Threats and Challenges

Logging is the second-largest industry in the Republic of Congo, and international timber companies continue to create logging roads while the government pushes for the development of a highway and railroad to the capital. These transportation routes not only provide commercial hunters access to the forest, but also facilitate a steady influx of company workers, who create a ready market for bushmeat. Illegal and unsustainable hunting for meat and ivory poses a serious threat to this astounding landscape, as does the destructive harvesting of giant African mahogany trees. The spread of Ebola hemorrhagic fever, a virus lethal to gorillas, chimps and humans, has annihilated many ape populations in neighboring Gabon and threatens to spread further into the landscape.
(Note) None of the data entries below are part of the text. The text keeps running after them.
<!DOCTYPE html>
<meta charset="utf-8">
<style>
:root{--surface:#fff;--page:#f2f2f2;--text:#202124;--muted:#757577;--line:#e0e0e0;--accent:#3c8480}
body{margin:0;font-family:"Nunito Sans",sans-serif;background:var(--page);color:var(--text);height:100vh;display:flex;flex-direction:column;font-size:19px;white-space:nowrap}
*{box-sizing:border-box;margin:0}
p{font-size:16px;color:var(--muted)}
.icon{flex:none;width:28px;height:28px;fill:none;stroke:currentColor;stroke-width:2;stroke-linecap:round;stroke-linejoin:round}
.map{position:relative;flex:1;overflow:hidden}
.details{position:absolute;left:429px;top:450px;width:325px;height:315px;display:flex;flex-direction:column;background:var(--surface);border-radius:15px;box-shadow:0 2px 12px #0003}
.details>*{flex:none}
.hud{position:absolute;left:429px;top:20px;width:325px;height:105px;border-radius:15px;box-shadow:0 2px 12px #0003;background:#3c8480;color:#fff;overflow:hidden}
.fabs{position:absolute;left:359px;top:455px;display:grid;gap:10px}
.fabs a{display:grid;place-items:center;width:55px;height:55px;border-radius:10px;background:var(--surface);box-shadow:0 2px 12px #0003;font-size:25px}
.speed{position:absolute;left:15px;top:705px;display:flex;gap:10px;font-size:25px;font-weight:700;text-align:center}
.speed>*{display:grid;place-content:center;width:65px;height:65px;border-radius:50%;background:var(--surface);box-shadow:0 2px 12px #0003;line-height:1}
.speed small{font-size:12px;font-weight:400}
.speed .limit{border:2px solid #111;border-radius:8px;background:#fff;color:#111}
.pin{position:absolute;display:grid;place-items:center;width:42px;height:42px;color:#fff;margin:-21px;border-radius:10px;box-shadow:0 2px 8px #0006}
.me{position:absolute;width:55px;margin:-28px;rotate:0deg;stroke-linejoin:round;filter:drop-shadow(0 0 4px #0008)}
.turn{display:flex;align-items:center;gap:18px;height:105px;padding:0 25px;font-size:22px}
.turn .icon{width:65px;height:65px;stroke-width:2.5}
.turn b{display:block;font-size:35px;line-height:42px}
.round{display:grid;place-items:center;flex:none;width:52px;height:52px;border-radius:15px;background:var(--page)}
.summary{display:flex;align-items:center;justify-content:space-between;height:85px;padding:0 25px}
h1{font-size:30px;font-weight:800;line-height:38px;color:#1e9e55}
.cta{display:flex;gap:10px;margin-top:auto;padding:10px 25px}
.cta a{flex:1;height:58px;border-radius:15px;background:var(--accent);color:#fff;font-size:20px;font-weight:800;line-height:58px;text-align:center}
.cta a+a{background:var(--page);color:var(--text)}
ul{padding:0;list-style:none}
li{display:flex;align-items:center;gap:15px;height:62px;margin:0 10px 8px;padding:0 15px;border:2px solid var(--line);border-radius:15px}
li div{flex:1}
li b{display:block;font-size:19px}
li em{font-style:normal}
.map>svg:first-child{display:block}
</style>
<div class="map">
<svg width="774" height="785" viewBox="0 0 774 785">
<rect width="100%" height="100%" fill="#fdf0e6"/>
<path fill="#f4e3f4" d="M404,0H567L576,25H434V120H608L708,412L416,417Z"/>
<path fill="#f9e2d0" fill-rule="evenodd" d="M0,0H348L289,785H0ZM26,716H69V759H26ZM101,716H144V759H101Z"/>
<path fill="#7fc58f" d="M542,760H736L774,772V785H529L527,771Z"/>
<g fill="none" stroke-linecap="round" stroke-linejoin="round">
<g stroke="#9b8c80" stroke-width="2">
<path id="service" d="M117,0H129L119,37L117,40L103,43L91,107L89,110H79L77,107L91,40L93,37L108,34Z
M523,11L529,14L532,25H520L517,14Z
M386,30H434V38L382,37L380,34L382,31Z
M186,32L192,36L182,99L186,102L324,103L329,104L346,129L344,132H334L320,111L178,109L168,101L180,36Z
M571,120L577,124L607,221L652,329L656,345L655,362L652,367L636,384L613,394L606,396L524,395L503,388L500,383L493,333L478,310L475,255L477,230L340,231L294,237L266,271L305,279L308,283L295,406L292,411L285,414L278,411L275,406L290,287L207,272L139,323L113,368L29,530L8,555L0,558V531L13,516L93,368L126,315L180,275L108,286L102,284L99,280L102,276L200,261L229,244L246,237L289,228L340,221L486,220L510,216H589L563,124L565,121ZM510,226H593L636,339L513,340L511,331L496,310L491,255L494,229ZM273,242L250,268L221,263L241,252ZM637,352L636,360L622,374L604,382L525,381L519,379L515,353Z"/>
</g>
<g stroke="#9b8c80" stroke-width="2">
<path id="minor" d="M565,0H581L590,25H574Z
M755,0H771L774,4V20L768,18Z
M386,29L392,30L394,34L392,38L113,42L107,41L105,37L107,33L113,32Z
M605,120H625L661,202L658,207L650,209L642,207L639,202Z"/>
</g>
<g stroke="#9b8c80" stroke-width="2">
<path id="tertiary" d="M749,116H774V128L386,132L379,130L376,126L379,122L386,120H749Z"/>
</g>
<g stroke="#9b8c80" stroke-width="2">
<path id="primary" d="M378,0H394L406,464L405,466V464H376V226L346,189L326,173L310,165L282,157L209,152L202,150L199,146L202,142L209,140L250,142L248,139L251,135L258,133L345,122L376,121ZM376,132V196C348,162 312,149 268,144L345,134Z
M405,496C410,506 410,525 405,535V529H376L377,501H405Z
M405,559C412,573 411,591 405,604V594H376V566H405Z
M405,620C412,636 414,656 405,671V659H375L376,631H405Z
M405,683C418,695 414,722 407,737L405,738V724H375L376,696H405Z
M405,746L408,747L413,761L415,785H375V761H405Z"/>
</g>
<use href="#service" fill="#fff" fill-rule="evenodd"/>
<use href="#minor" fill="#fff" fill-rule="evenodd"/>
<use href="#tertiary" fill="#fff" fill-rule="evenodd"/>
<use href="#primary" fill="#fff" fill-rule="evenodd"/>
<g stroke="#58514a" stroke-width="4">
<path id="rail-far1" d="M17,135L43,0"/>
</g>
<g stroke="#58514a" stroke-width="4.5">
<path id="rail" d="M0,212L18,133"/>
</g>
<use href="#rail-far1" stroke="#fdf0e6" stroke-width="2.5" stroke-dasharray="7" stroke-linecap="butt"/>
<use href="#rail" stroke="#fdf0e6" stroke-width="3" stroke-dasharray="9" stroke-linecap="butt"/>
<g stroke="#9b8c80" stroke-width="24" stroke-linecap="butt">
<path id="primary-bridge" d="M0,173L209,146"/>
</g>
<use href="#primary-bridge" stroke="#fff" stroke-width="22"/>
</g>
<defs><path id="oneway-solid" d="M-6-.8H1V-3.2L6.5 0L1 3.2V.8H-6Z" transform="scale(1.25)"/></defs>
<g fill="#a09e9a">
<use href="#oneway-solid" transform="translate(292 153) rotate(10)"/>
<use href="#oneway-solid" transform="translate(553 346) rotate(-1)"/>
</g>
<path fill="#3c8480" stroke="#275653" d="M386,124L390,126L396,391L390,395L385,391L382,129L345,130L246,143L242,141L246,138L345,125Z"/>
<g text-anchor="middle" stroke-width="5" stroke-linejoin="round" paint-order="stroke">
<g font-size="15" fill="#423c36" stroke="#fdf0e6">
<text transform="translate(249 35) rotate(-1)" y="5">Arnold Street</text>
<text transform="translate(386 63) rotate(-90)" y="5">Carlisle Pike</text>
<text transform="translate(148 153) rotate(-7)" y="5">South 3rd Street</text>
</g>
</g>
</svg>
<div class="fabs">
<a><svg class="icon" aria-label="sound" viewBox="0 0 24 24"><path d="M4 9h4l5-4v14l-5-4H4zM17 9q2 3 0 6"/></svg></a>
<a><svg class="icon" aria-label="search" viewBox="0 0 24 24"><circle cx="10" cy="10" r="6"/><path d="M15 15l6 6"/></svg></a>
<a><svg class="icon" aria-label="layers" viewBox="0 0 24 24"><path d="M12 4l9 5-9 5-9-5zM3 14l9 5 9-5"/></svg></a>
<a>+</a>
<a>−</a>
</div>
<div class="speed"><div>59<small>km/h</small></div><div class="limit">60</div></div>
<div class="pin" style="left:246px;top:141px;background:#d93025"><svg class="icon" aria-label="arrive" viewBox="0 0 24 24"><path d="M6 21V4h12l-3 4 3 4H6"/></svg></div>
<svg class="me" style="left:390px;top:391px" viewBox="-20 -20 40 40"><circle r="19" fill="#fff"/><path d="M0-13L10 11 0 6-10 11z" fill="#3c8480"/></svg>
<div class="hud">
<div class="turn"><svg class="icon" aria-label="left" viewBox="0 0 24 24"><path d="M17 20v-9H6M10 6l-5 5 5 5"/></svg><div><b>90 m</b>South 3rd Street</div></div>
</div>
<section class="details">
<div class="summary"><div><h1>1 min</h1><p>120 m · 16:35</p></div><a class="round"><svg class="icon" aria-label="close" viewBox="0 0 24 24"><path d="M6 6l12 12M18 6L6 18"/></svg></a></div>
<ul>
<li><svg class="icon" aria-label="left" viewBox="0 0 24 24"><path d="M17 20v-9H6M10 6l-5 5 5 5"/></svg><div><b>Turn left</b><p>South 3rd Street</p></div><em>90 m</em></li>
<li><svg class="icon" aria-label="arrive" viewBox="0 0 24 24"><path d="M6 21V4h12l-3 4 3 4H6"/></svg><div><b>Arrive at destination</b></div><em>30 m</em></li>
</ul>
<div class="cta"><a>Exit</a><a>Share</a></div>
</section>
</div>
Vaccines have been developed, but delivering them remains a challenge and the national government lacks the resources to monitor the disease and protect the nation’s people and animal species.

WCS Responds

Working with government, industry and community partners, WCS has helped create pristine national parks and develop a community reserve that allows local residents to use and manage natural resources in a responsible, sustainable fashion. We are consulting timber companies on minimizing environmental harm and protecting key habitats, and have already helped one timber company adopt wildlife-friendly practices that led to Central Africa’s first Forest Stewardship Council certification. By training, equipping, and supporting government anti-poaching patrols, we hope to meet our goal of reducing illegal hunting of elephants and great apes to near-zero levels across the landscape.

WCS Projects

Logging Concession in Congo

WCS works with the CIB logging company to reduce the pressures on gorillas, elephants, and other endangered wildlife in four timber concessions and to control the trade in bushmeat. This collaborative project is called PROGEPP: the Project for Ecosystem Management in the Nouabalé-Ndoki Periphery Area.